— Exercise description —
From the records below, report the number of lines that contain "rule", and add nothing.

[Data excerpts]
==*==

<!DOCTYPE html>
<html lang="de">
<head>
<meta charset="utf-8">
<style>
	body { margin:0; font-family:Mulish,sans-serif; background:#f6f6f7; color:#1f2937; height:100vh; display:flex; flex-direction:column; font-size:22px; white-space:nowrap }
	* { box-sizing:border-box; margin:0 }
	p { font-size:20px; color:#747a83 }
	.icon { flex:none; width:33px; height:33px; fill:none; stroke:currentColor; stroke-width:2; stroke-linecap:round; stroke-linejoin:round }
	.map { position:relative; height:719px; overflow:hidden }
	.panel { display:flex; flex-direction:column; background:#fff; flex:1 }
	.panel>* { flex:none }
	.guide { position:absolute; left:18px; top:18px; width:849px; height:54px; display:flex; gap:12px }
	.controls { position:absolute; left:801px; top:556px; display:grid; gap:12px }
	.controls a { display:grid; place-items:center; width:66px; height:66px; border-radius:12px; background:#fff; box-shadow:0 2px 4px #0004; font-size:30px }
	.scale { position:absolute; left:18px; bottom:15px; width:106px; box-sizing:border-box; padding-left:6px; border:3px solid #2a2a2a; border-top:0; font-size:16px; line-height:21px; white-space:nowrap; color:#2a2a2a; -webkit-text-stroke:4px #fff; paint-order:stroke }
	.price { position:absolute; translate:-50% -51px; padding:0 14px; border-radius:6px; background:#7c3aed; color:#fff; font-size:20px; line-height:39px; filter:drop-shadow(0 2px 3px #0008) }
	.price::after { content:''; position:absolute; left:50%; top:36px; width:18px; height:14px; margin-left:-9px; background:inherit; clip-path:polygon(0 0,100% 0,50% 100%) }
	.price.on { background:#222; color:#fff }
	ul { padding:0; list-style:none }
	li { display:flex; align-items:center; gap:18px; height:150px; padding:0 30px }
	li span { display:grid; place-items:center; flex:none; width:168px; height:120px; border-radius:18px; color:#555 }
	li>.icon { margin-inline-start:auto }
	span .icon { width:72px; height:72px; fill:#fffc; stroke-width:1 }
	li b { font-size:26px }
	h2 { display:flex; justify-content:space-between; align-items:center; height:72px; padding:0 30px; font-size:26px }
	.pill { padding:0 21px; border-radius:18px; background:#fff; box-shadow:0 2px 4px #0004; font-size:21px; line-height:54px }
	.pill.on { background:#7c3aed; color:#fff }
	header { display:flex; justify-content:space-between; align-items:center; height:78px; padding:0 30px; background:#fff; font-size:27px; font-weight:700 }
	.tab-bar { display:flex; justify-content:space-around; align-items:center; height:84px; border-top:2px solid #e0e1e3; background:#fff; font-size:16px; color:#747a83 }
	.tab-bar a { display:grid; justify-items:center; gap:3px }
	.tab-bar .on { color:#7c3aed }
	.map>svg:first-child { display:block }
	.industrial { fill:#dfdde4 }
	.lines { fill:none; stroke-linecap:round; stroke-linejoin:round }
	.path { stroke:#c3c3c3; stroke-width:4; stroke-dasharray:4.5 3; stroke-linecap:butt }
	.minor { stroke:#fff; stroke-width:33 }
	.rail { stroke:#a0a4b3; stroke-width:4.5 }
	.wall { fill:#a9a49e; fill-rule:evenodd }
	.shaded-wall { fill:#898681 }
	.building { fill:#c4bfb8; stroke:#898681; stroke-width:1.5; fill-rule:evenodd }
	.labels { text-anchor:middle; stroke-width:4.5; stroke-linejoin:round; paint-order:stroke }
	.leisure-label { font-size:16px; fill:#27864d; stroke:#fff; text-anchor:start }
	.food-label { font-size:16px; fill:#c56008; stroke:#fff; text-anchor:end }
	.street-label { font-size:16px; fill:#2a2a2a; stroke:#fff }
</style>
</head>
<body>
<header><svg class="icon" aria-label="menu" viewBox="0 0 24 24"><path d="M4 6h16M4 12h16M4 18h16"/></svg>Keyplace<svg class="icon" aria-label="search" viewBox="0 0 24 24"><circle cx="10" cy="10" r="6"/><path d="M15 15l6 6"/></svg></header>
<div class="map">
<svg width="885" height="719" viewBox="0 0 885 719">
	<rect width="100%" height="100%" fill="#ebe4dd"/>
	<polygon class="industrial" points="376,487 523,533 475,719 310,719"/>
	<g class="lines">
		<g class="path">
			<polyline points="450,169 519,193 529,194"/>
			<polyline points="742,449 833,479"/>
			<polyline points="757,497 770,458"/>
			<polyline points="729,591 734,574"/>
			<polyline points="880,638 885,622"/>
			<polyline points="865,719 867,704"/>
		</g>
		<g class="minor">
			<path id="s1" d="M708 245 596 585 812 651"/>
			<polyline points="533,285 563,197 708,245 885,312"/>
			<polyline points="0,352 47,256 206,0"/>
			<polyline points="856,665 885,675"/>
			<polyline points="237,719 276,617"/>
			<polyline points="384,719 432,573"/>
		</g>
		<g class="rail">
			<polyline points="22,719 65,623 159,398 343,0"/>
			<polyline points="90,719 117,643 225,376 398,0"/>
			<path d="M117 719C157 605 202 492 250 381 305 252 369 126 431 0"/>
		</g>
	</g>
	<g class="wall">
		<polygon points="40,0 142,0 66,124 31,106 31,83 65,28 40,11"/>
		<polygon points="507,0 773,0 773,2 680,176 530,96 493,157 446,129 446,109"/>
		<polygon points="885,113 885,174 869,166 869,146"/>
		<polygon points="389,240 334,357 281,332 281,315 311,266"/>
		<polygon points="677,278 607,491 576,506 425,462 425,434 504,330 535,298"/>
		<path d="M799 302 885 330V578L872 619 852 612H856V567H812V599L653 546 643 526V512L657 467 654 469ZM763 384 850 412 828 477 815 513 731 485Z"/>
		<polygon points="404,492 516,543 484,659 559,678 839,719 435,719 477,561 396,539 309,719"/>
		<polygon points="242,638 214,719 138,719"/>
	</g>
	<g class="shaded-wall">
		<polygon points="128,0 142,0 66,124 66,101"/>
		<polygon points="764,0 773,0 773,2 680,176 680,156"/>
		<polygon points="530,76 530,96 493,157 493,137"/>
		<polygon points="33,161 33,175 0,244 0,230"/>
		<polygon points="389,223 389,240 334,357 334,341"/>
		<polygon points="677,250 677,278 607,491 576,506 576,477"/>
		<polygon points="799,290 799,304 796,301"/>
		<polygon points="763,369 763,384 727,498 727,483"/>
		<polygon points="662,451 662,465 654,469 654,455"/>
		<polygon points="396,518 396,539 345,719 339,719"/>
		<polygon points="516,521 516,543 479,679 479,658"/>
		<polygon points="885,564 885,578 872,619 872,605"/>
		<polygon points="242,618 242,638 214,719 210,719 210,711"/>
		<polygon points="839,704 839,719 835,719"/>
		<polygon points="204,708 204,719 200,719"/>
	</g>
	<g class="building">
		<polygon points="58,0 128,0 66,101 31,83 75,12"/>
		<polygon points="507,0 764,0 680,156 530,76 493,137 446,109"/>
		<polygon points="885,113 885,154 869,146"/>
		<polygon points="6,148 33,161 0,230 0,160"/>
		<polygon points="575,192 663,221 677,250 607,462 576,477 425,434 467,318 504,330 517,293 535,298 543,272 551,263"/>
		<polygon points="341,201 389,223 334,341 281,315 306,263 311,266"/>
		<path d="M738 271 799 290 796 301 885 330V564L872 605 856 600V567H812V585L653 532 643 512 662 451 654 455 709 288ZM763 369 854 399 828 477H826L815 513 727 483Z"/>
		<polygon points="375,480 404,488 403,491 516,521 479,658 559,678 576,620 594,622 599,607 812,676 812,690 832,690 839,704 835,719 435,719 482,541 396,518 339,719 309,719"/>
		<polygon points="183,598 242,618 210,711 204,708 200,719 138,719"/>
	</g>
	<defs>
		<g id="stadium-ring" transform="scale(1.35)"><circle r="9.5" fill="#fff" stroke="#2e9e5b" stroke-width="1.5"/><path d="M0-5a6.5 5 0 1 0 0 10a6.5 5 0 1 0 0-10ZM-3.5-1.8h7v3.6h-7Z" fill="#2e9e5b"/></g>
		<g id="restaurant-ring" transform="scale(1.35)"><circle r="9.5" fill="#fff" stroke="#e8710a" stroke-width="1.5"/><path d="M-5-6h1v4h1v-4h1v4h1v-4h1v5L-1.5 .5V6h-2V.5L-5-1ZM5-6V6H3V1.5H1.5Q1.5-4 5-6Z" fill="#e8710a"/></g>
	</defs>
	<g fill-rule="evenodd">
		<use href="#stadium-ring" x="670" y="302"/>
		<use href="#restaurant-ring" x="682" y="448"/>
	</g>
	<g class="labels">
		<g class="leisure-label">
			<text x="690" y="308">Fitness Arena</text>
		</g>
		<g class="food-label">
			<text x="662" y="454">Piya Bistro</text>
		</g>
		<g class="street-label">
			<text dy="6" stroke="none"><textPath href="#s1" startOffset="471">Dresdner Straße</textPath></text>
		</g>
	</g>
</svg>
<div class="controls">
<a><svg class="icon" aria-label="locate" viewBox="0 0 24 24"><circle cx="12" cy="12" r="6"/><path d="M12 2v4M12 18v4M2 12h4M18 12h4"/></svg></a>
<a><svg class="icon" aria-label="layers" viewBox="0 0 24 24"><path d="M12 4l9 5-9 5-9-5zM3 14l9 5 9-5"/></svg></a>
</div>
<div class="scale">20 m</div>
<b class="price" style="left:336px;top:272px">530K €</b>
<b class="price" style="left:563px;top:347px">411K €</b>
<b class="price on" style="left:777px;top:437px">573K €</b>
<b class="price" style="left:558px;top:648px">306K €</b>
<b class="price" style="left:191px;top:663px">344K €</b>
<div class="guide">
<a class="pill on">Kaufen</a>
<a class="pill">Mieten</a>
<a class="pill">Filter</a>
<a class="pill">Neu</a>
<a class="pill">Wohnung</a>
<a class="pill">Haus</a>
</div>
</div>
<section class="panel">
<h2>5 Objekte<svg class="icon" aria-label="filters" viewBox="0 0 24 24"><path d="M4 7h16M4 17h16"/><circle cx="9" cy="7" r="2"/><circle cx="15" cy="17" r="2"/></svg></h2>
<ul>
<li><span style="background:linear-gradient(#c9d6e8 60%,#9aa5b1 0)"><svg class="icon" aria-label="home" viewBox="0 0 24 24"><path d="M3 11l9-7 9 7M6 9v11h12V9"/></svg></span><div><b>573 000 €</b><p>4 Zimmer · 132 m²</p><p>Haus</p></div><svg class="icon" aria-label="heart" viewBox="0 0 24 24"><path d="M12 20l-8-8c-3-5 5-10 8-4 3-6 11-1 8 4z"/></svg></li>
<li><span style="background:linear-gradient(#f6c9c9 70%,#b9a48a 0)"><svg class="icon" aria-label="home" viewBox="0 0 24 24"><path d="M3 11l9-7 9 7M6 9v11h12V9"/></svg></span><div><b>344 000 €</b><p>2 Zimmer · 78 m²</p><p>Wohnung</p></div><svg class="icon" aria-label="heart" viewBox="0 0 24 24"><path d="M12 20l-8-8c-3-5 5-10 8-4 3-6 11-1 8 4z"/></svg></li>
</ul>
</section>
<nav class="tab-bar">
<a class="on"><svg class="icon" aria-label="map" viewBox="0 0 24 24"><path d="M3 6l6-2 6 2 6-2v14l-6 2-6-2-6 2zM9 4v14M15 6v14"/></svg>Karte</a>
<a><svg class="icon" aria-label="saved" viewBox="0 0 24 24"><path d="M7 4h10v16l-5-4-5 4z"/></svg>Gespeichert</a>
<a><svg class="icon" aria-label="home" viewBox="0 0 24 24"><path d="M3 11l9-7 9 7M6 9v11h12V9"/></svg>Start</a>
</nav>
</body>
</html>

==*==

— Worked solution —
3